**TASK GOAL**
Each entry must be reproduced precisely as it stands.

-- INPUT follows --

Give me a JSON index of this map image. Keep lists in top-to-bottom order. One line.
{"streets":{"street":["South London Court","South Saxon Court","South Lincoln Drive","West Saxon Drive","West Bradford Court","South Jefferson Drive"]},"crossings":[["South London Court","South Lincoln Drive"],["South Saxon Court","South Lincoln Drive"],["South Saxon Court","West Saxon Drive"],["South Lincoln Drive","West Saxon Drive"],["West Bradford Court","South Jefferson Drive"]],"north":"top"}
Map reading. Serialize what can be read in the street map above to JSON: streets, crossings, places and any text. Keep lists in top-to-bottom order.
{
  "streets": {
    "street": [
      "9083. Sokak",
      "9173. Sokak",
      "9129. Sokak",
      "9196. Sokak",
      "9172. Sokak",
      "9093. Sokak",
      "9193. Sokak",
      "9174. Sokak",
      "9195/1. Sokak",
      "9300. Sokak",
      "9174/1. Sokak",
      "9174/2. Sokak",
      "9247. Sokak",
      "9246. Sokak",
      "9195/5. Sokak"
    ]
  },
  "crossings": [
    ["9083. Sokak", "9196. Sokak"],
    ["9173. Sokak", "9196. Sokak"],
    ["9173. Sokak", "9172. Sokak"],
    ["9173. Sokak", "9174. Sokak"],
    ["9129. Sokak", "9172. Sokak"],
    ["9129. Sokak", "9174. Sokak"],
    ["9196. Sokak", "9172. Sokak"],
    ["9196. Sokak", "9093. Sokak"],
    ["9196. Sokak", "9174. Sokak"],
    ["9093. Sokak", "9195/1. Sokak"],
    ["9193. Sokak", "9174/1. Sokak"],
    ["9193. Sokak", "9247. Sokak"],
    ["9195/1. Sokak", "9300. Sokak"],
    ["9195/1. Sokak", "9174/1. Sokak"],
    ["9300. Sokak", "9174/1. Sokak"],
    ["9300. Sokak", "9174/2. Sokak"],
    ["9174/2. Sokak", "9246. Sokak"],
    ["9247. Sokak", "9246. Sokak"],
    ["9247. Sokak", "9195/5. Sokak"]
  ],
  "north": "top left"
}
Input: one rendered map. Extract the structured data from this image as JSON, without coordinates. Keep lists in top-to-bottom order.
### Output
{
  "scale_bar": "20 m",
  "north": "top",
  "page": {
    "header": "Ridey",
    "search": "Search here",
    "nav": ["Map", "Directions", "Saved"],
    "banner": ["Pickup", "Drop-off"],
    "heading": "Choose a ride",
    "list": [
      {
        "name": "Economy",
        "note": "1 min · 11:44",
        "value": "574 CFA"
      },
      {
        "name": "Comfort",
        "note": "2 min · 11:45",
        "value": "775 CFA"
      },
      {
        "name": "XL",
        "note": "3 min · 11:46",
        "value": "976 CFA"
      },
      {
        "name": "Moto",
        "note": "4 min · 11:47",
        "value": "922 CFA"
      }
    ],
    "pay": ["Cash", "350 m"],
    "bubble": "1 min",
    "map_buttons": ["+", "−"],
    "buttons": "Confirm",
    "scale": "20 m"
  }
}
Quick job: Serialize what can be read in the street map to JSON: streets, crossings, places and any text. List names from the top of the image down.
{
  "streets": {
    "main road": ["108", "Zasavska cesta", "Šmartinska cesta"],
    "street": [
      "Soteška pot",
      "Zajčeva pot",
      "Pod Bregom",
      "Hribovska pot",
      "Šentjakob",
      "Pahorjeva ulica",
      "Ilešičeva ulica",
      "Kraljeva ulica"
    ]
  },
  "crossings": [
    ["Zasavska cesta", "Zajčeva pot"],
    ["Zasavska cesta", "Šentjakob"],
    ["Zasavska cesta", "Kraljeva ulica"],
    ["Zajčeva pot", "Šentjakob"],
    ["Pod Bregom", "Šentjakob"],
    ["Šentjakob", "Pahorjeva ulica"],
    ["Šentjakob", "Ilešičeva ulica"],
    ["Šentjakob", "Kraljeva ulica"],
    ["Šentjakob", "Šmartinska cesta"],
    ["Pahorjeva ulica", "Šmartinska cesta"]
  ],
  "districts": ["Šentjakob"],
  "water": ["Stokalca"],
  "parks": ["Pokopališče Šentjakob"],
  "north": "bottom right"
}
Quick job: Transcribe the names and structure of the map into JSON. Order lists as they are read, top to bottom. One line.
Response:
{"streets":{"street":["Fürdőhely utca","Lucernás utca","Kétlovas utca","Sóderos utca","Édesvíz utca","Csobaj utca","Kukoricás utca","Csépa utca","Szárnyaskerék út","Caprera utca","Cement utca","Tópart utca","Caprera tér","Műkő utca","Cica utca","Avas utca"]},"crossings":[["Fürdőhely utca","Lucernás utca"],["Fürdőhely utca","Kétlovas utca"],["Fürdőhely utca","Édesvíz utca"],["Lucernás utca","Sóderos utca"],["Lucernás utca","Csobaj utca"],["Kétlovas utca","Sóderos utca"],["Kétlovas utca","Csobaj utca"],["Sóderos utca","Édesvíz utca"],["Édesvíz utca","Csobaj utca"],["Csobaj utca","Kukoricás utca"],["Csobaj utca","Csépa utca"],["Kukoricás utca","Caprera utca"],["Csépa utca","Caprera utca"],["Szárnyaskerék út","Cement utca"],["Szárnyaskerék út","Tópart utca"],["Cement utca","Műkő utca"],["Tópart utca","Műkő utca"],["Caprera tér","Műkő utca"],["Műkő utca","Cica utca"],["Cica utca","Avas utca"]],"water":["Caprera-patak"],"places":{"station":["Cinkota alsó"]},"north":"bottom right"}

-- INPUT concluded --

**EXERCISE ANSWER**
Give me a JSON index of this map image. Keep lists in top-to-bottom order. One line.
{"streets":{"street":["South London Court","South Saxon Court","South Lincoln Drive","West Saxon Drive","West Bradford Court","South Jefferson Drive"]},"crossings":[["South London Court","South Lincoln Drive"],["South Saxon Court","South Lincoln Drive"],["South Saxon Court","West Saxon Drive"],["South Lincoln Drive","West Saxon Drive"],["West Bradford Court","South Jefferson Drive"]],"north":"top"}
Map reading. Serialize what can be read in the street map above to JSON: streets, crossings, places and any text. Keep lists in top-to-bottom order.
{
  "streets": {
    "street": [
      "9083. Sokak",
      "9173. Sokak",
      "9129. Sokak",
      "9196. Sokak",
      "9172. Sokak",
      "9093. Sokak",
      "9193. Sokak",
      "9174. Sokak",
      "9195/1. Sokak",
      "9300. Sokak",
      "9174/1. Sokak",
      "9174/2. Sokak",
      "9247. Sokak",
      "9246. Sokak",
      "9195/5. Sokak"
    ]
  },
  "crossings": [
    ["9083. Sokak", "9196. Sokak"],
    ["9173. Sokak", "9196. Sokak"],
    ["9173. Sokak", "9172. Sokak"],
    ["9173. Sokak", "9174. Sokak"],
    ["9129. Sokak", "9172. Sokak"],
    ["9129. Sokak", "9174. Sokak"],
    ["9196. Sokak", "9172. Sokak"],
    ["9196. Sokak", "9093. Sokak"],
    ["9196. Sokak", "9174. Sokak"],
    ["9093. Sokak", "9195/1. Sokak"],
    ["9193. Sokak", "9174/1. Sokak"],
    ["9193. Sokak", "9247. Sokak"],
    ["9195/1. Sokak", "9300. Sokak"],
    ["9195/1. Sokak", "9174/1. Sokak"],
    ["9300. Sokak", "9174/1. Sokak"],
    ["9300. Sokak", "9174/2. Sokak"],
    ["9174/2. Sokak", "9246. Sokak"],
    ["9247. Sokak", "9246. Sokak"],
    ["9247. Sokak", "9195/5. Sokak"]
  ],
  "north": "top left"
}
Input: one rendered map. Extract the structured data from this image as JSON, without coordinates. Keep lists in top-to-bottom order.
### Output
{
  "scale_bar": "20 m",
  "north": "top",
  "page": {
    "header": "Ridey",
    "search": "Search here",
    "nav": ["Map", "Directions", "Saved"],
    "banner": ["Pickup", "Drop-off"],
    "heading": "Choose a ride",
    "list": [
      {
        "name": "Economy",
        "note": "1 min · 11:44",
        "value": "574 CFA"
      },
      {
        "name": "Comfort",
        "note": "2 min · 11:45",
        "value": "775 CFA"
      },
      {
        "name": "XL",
        "note": "3 min · 11:46",
        "value": "976 CFA"
      },
      {
        "name": "Moto",
        "note": "4 min · 11:47",
        "value": "922 CFA"
      }
    ],
    "pay": ["Cash", "350 m"],
    "bubble": "1 min",
    "map_buttons": ["+", "−"],
    "buttons": "Confirm",
    "scale": "20 m"
  }
}
Quick job: Serialize what can be read in the street map to JSON: streets, crossings, places and any text. List names from the top of the image down.
{
  "streets": {
    "main road": ["108", "Zasavska cesta", "Šmartinska cesta"],
    "street": [
      "Soteška pot",
      "Zajčeva pot",
      "Pod Bregom",
      "Hribovska pot",
      "Šentjakob",
      "Pahorjeva ulica",
      "Ilešičeva ulica",
      "Kraljeva ulica"
    ]
  },
  "crossings": [
    ["Zasavska cesta", "Zajčeva pot"],
    ["Zasavska cesta", "Šentjakob"],
    ["Zasavska cesta", "Kraljeva ulica"],
    ["Zajčeva pot", "Šentjakob"],
    ["Pod Bregom", "Šentjakob"],
    ["Šentjakob", "Pahorjeva ulica"],
    ["Šentjakob", "Ilešičeva ulica"],
    ["Šentjakob", "Kraljeva ulica"],
    ["Šentjakob", "Šmartinska cesta"],
    ["Pahorjeva ulica", "Šmartinska cesta"]
  ],
  "districts": ["Šentjakob"],
  "water": ["Stokalca"],
  "parks": ["Pokopališče Šentjakob"],
  "north": "bottom right"
}
Quick job: Transcribe the names and structure of the map into JSON. Order lists as they are read, top to bottom. One line.
Response:
{"streets":{"street":["Fürdőhely utca","Lucernás utca","Kétlovas utca","Sóderos utca","Édesvíz utca","Csobaj utca","Kukoricás utca","Csépa utca","Szárnyaskerék út","Caprera utca","Cement utca","Tópart utca","Caprera tér","Műkő utca","Cica utca","Avas utca"]},"crossings":[["Fürdőhely utca","Lucernás utca"],["Fürdőhely utca","Kétlovas utca"],["Fürdőhely utca","Édesvíz utca"],["Lucernás utca","Sóderos utca"],["Lucernás utca","Csobaj utca"],["Kétlovas utca","Sóderos utca"],["Kétlovas utca","Csobaj utca"],["Sóderos utca","Édesvíz utca"],["Édesvíz utca","Csobaj utca"],["Csobaj utca","Kukoricás utca"],["Csobaj utca","Csépa utca"],["Kukoricás utca","Caprera utca"],["Csépa utca","Caprera utca"],["Szárnyaskerék út","Cement utca"],["Szárnyaskerék út","Tópart utca"],["Cement utca","Műkő utca"],["Tópart utca","Műkő utca"],["Caprera tér","Műkő utca"],["Műkő utca","Cica utca"],["Cica utca","Avas utca"]],"water":["Caprera-patak"],"places":{"station":["Cinkota alsó"]},"north":"bottom right"}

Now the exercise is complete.